It’s interesting that a number of Southern collieries employed box wagons similar to those used early on the Northern coalfields. Pictorial evidence suggests these were end-opening; when they arrived at the end of the jetties, they were simply up ended using steam rams so their loads could slide into the colliers below. These wagons were crude, rough and unsprung, with inside-bearing wheelsets. They ran slowly, couldn't carry much and were prone to derailing.
 
They borrowed much in design and operation from similar wagons used earlier in the Hunter Valley, and on British wagons that persisted in that country into the 1960s-70s.

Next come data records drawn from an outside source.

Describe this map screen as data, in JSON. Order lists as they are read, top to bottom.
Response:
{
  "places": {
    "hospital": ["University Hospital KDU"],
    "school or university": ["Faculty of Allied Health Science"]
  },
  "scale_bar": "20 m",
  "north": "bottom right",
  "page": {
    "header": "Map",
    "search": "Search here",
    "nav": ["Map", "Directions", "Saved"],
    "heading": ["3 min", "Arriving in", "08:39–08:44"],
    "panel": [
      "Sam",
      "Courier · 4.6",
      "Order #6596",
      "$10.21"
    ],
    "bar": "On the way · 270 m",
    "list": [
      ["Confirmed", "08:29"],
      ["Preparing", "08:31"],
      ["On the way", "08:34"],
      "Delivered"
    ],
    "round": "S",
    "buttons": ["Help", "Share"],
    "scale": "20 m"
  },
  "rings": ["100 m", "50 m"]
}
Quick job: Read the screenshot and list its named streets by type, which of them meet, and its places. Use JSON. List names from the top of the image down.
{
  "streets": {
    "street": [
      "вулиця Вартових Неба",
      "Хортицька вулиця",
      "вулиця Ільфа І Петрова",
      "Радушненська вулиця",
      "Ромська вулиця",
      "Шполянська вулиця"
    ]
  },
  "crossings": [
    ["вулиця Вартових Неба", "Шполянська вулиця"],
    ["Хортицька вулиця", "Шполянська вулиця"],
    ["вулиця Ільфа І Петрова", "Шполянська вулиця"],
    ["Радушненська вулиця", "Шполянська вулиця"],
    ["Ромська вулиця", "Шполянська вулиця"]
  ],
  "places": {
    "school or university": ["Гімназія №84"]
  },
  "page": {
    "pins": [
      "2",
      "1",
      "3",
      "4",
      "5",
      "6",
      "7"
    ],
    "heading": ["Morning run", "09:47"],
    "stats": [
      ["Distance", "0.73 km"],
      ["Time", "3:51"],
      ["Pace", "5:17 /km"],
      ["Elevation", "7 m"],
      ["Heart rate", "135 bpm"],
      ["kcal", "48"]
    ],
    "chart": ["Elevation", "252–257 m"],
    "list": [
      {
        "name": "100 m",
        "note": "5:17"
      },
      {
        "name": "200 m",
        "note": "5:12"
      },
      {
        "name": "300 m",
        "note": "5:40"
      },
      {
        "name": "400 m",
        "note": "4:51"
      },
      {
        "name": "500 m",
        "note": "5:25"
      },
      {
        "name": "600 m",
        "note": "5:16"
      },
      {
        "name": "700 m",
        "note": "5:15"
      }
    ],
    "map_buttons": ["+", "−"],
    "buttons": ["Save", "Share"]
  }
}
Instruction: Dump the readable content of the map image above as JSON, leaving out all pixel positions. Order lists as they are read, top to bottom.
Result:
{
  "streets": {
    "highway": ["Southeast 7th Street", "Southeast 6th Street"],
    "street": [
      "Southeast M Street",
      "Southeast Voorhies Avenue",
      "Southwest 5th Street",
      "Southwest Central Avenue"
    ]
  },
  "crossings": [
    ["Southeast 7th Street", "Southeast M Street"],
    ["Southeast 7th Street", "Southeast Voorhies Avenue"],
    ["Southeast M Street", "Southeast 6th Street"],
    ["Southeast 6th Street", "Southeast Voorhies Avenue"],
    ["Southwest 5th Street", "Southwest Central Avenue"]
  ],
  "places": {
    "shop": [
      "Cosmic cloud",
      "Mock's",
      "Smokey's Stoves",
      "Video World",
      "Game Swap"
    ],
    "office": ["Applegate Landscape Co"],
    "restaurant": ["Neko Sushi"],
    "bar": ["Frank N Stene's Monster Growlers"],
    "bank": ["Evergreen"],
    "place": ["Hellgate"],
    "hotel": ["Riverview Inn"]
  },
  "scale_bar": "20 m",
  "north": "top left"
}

However, as already mentioned, Bulli and Keira also used lift-out hopper wagons. Pictures of Keira stock suggests a rake of CH-type wagons. It’s unlikely that these wagons would have been fitted with LCH iron spill ‘aprons’ at either end, but I am unable to determine their framing arrangements. I suspect, though, that end frames would have been open, with internal timber supports running from the buffing beams, parallel to the solebars, on either side of the drawgear. Or they may have been angled from the buffing beams to a central beam.


Some of these Keira wagons also appear to have been fitted with single-plank ‘hungry’ boards to help increase capacity.


However, at least two Keira images show a mysterious type of wooden-hopper wagon unlike any others used in the Illawarra. Although one appears to be fitted with an air pipe (!) and Turton-style iron buffers, it looks nothing like a government hopper wagon of the time. However, these wagons look very similar to those early Minmi wagons of the Northern Coalfields.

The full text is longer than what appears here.